[Intel-gfx] [PATCH v24 5/6] drm/i915: Expose RPCS (SSEU) configuration to userspace (Gen11 only)

Tvrtko Ursulin tvrtko.ursulin at linux.intel.com
Fri Jan 11 14:22:42 UTC 2019


On 08/01/2019 16:29, Tvrtko Ursulin wrote:
> From: Tvrtko Ursulin <tvrtko.ursulin at intel.com>
> 
> We want to allow userspace to reconfigure the subslice configuration on a
> per context basis.
> 
> This is required for the functional requirement of shutting down non-VME
> enabled sub-slices on Gen11 parts.
> 
> To do so, we expose a context parameter to allow adjustment of the RPCS
> register stored within the context image (and currently not accessible via
> LRI).
> 
> If the context is adjusted before first use or whilst idle, the adjustment
> is for "free"; otherwise if the context is active we queue a request to do
> so (using the kernel context), following all other activity by that
> context, which is also marked as barrier for all following submission
> against the same context.
> 
> Since the overhead of device re-configuration during context switching can
> be significant, especially in multi-context workloads, we limit this new
> uAPI to only support the Gen11 VME use case. In this use case either the
> device is fully enabled, and exactly one slice and half of the subslices
> are enabled.
> 
> Example usage:
> 
> 	struct drm_i915_gem_context_param_sseu sseu = { };
> 	struct drm_i915_gem_context_param arg =
> 		{ .param = I915_CONTEXT_PARAM_SSEU,
> 		  .ctx_id = gem_context_create(fd),
> 		  .size = sizeof(sseu),
> 		  .value = to_user_pointer(&sseu)
> 		};
> 
> 	/* Query device defaults. */
> 	gem_context_get_param(fd, &arg);
> 
> 	/* Set VME configuration on a 1x6x8 part. */
> 	sseu.slice_mask = 0x1;
> 	sseu.subslice_mask = 0xe0;
> 	gem_context_set_param(fd, &arg);
> 
> v2: Fix offset of CTX_R_PWR_CLK_STATE in intel_lr_context_set_sseu() (Lionel)
> 
> v3: Add ability to program this per engine (Chris)
> 
> v4: Move most get_sseu() into i915_gem_context.c (Lionel)
> 
> v5: Validate sseu configuration against the device's capabilities (Lionel)
> 
> v6: Change context powergating settings through MI_SDM on kernel context (Chris)
> 
> v7: Synchronize the requests following a powergating setting change using a global
>      dependency (Chris)
>      Iterate timelines through dev_priv.gt.active_rings (Tvrtko)

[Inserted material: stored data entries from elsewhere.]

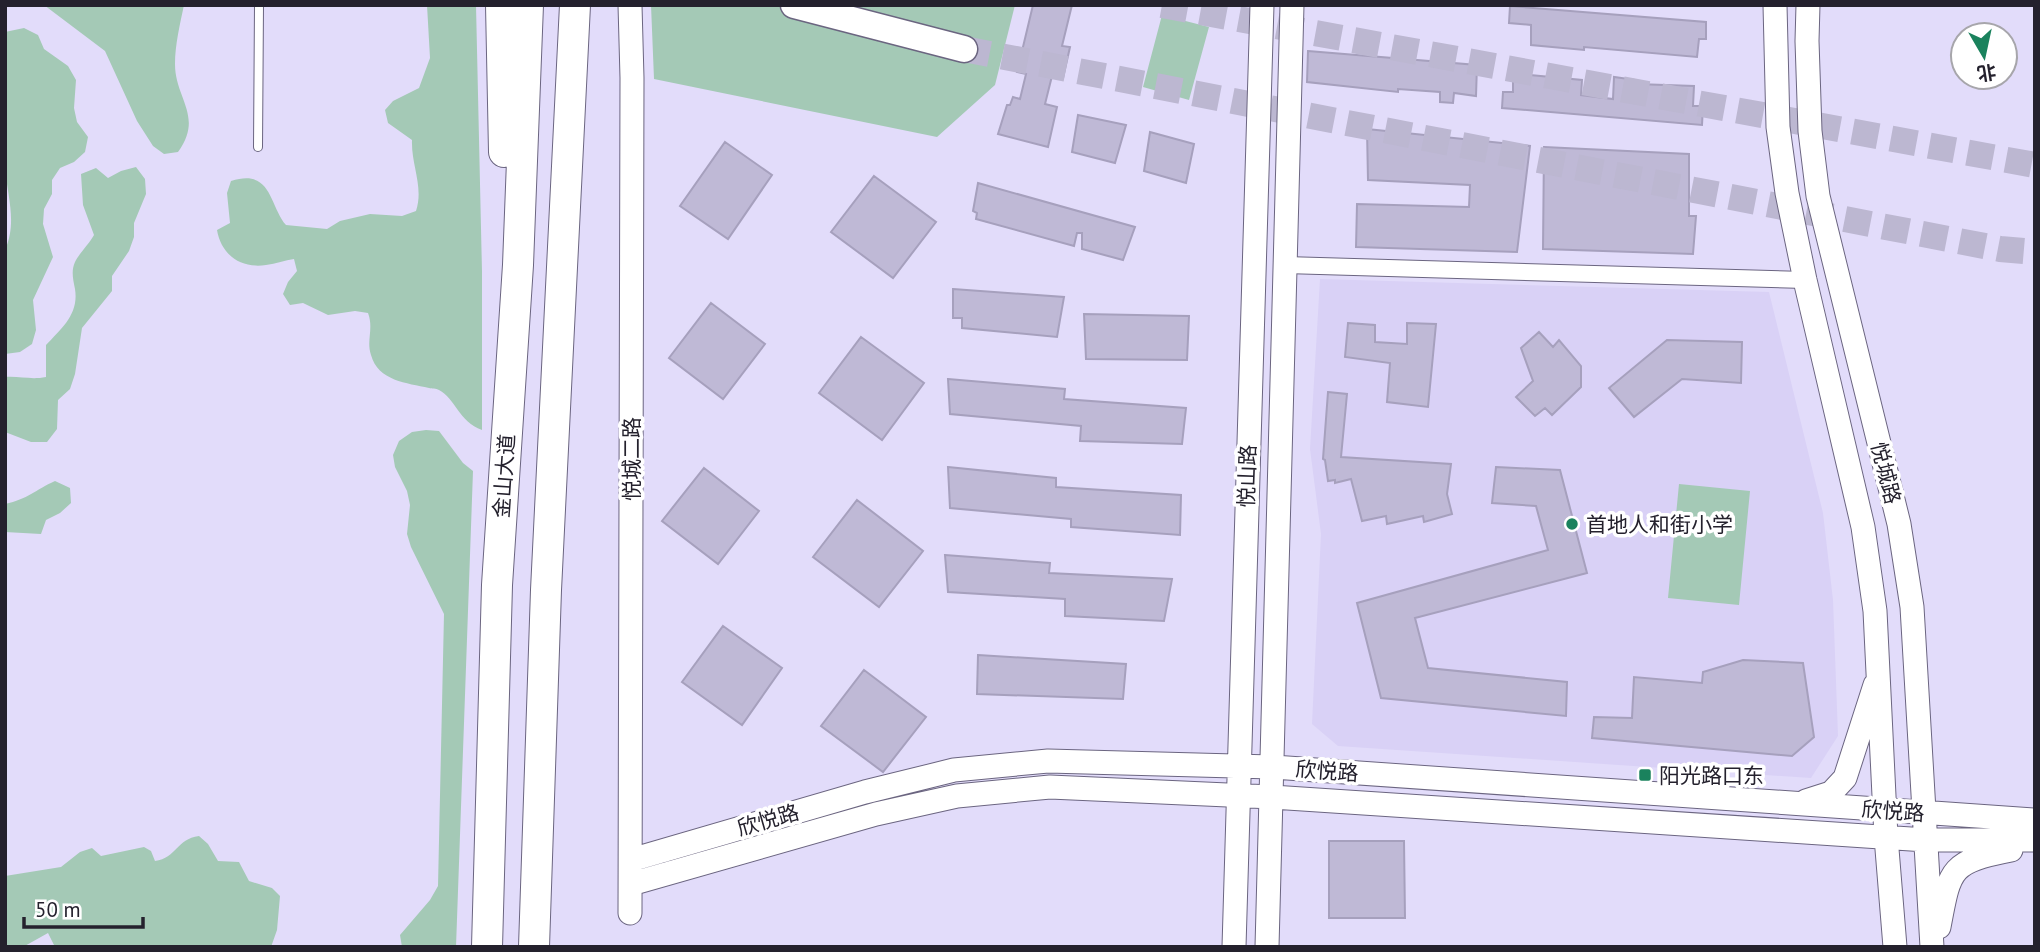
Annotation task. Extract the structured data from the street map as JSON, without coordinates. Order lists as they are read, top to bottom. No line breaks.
{"streets":{"highway":["金山大道"],"main road":["悦城二路","悦城路","悦山路","欣悦路"]},"crossings":[["悦城二路","欣悦路"],["悦城路","欣悦路"],["悦山路","欣悦路"]],"places":{"other":["首地人和街小学"],"transit":["阳光路口东"]},"scale_bar":"50 m","north":"bottom"}
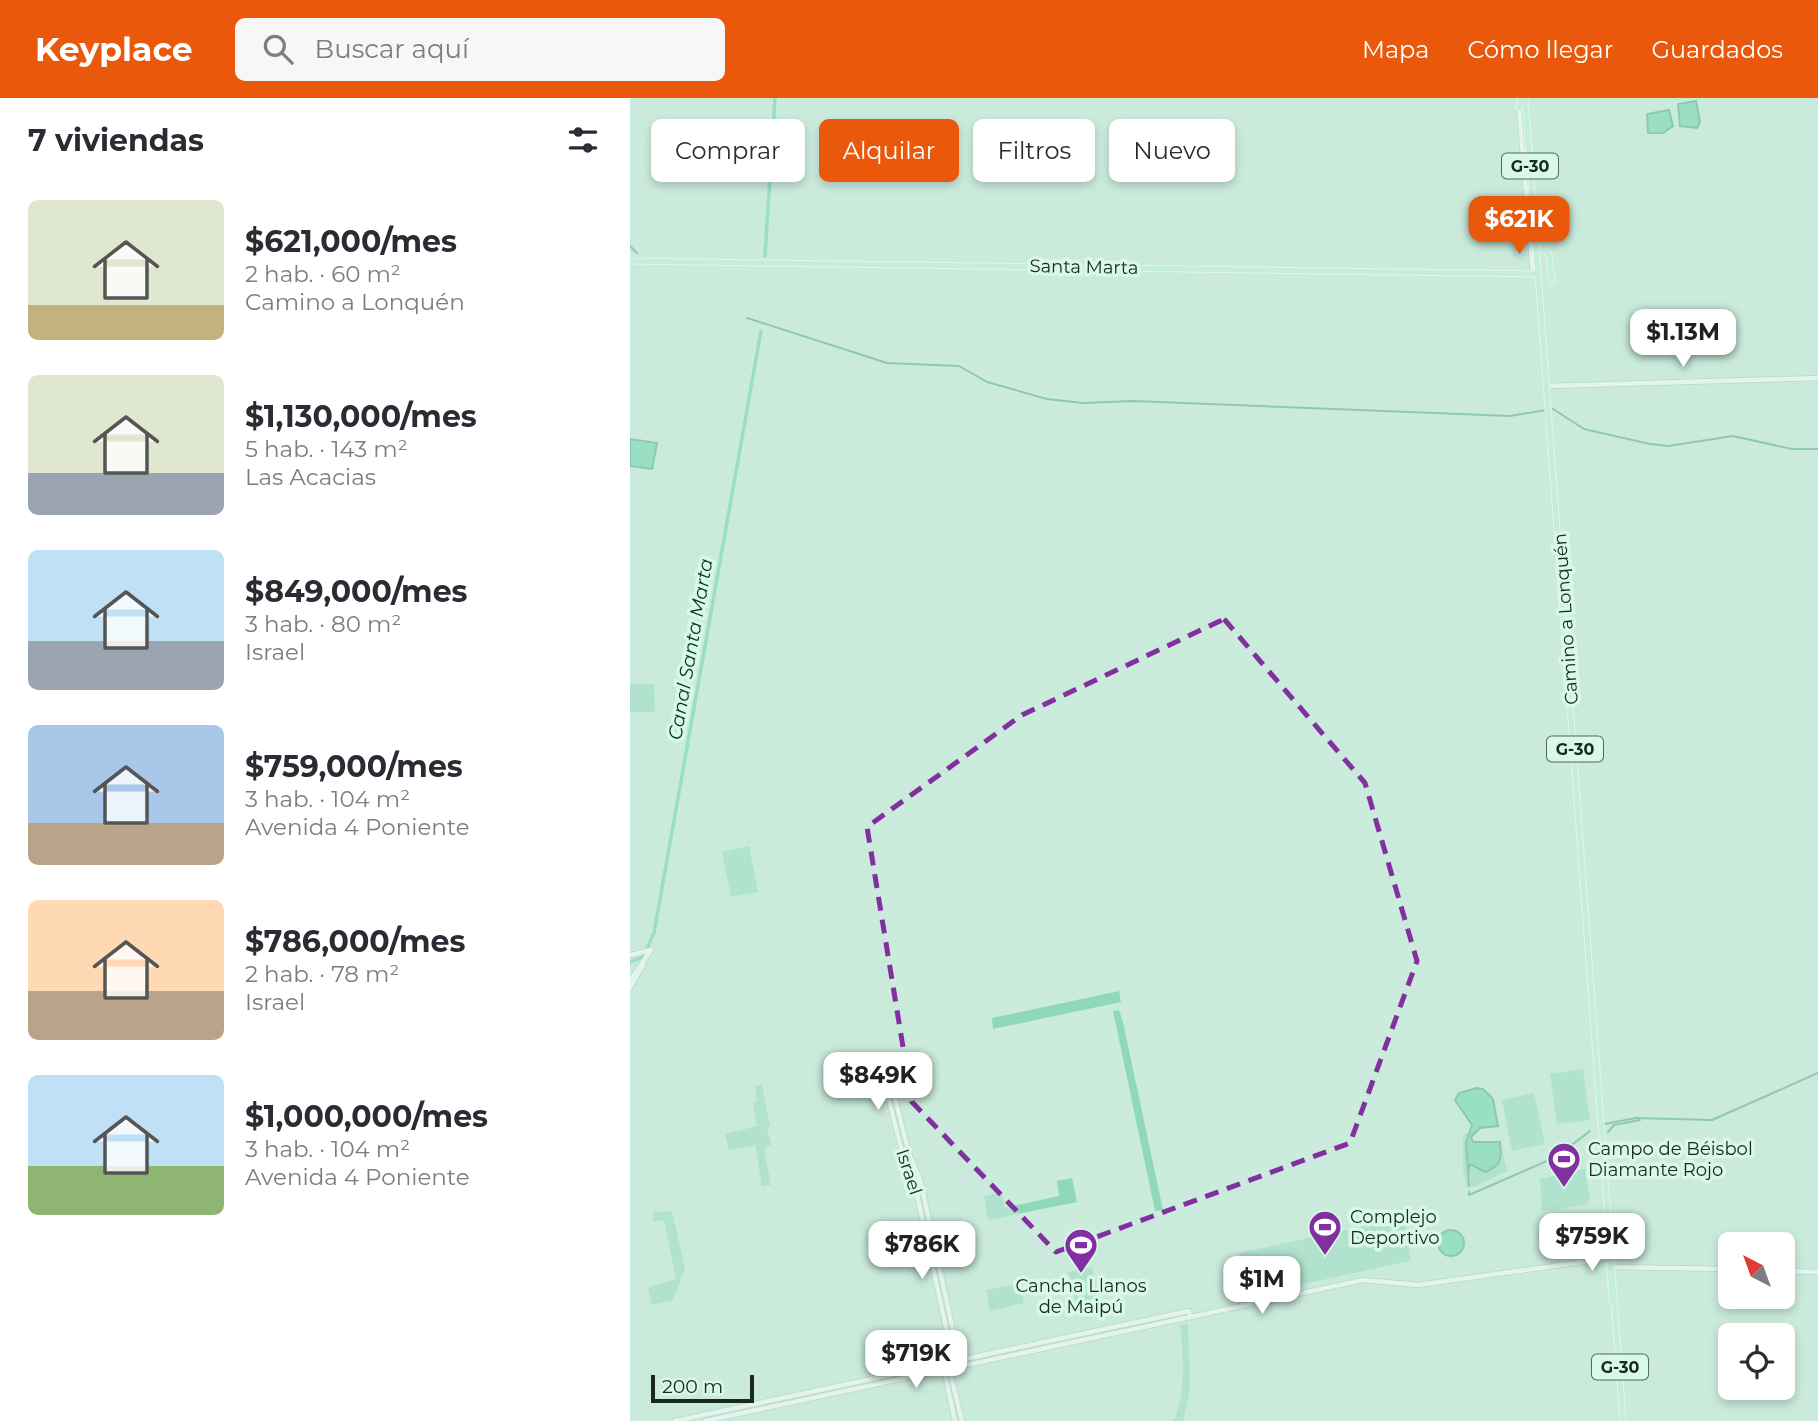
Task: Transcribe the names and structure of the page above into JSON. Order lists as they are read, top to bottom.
{
  "streets": {
    "main road": ["G-30", "Santa Marta", "Camino a Lonquén"],
    "street": ["Israel"]
  },
  "crossings": [
    ["Santa Marta", "Camino a Lonquén"]
  ],
  "water": ["Canal Santa Marta"],
  "places": {
    "sports": ["Campo de Béisbol Diamante Rojo", "Complejo Deportivo", "Cancha Llanos de Maipú"]
  },
  "scale_bar": "200 m",
  "north": "top left",
  "page": {
    "header": "Keyplace",
    "search": "Buscar aquí",
    "nav": ["Mapa", "Cómo llegar", "Guardados"],
    "heading": "7 viviendas",
    "chip": [
      "Comprar",
      "Alquilar",
      "Filtros",
      "Nuevo"
    ],
    "list": [
      {
        "name": "$621,000/mes",
        "note": "2 hab. · 60 m² · Camino a Lonquén"
      },
      {
        "name": "$1,130,000/mes",
        "note": "5 hab. · 143 m² · Las Acacias"
      },
      {
        "name": "$849,000/mes",
        "note": "3 hab. · 80 m² · Israel"
      },
      {
        "name": "$759,000/mes",
        "note": "3 hab. · 104 m² · Avenida 4 Poniente"
      },
      {
        "name": "$786,000/mes",
        "note": "2 hab. · 78 m² · Israel"
      },
      {
        "name": "$1,000,000/mes",
        "note": "3 hab. · 104 m² · Avenida 4 Poniente"
      }
    ],
    "price": [
      "$621K",
      "$1.13M",
      "$849K",
      "$759K",
      "$786K",
      "$1M",
      "$719K"
    ],
    "scale": "200 m"
  }
}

>      Disable RPCS configuration setting for non capable users (Lionel/Tvrtko)
> 
> v8: s/union intel_sseu/struct intel_sseu/ (Lionel)

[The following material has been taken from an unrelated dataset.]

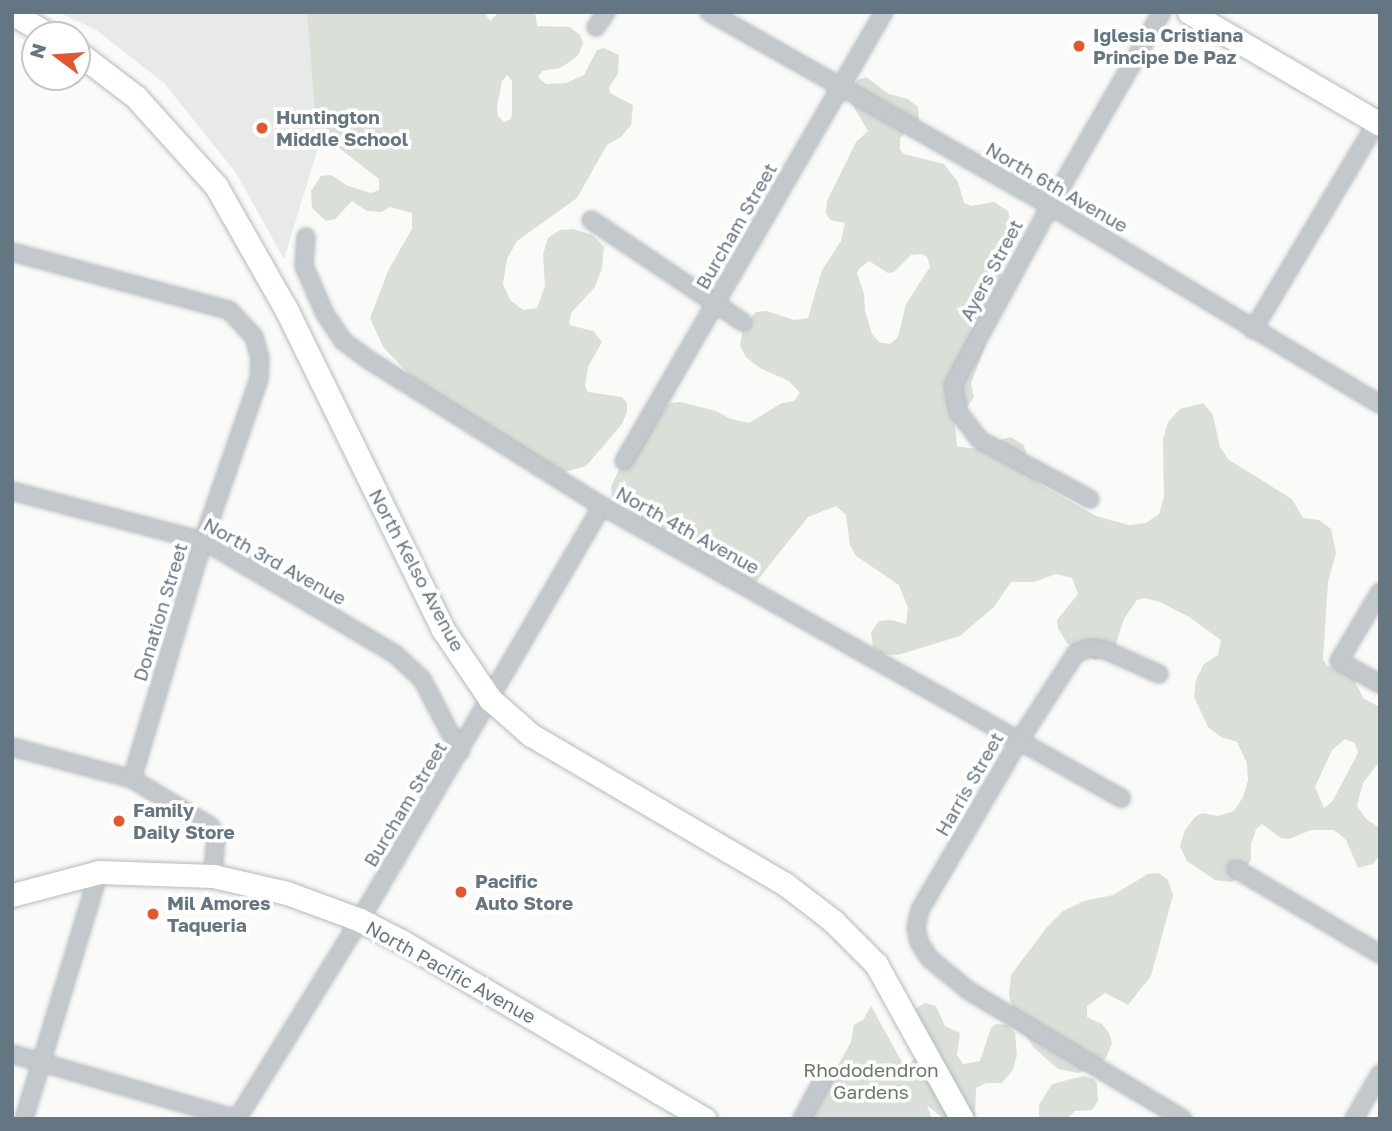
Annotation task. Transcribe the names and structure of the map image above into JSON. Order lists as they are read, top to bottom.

>      s/dev_priv/i915/ (Tvrtko)
>      Change uapi class/instance fields to u16 (Tvrtko)
>      Bump mask fields to 64bits (Lionel)

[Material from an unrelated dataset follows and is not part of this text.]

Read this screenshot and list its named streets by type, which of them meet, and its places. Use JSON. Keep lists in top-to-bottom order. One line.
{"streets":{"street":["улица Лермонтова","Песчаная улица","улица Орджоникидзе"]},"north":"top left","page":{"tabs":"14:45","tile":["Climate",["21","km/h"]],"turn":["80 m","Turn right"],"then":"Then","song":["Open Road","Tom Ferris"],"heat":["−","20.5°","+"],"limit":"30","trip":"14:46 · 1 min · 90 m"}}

>      Don't return EPERM when dynamic sseu is disabled (Tvrtko)
> 
> v9: Import context image into kernel context's ppgtt only when
>      reconfiguring powergated slice/subslices (Chris)
>      Use aliasing ppgtt when needed (Michel)
> 
> Tvrtko Ursulin:
> 
> v10:
>   * Update for upstream changes.
>   * Request submit needs a RPM reference.
>   * Reject on !FULL_PPGTT for simplicity.
>   * Pull out get/set param to helpers for readability and less indent.
>   * Use i915_request_await_dma_fence in add_global_barrier to skip waits
>     on the same timeline and avoid GEM_BUG_ON.
>   * No need to explicitly assign a NULL pointer to engine in legacy mode.
>   * No need to move gen8_make_rpcs up.
>   * Factored out global barrier as prep patch.
>   * Allow to only CAP_SYS_ADMIN if !Gen11.
> 
> v11:
>   * Remove engine vfunc in favour of local helper. (Chris Wilson)
>   * Stop retiring requests before updates since it is not needed
>     (Chris Wilson)
>   * Implement direct CPU update path for idle contexts. (Chris Wilson)
>   * Left side dependency needs only be on the same context timeline.
>     (Chris Wilson)
>   * It is sufficient to order the timeline. (Chris Wilson)
>   * Reject !RCS configuration attempts with -ENODEV for now.
> 
> v12:
>   * Rebase for make_rpcs.
> 
> v13:
>   * Centralize SSEU normalization to make_rpcs.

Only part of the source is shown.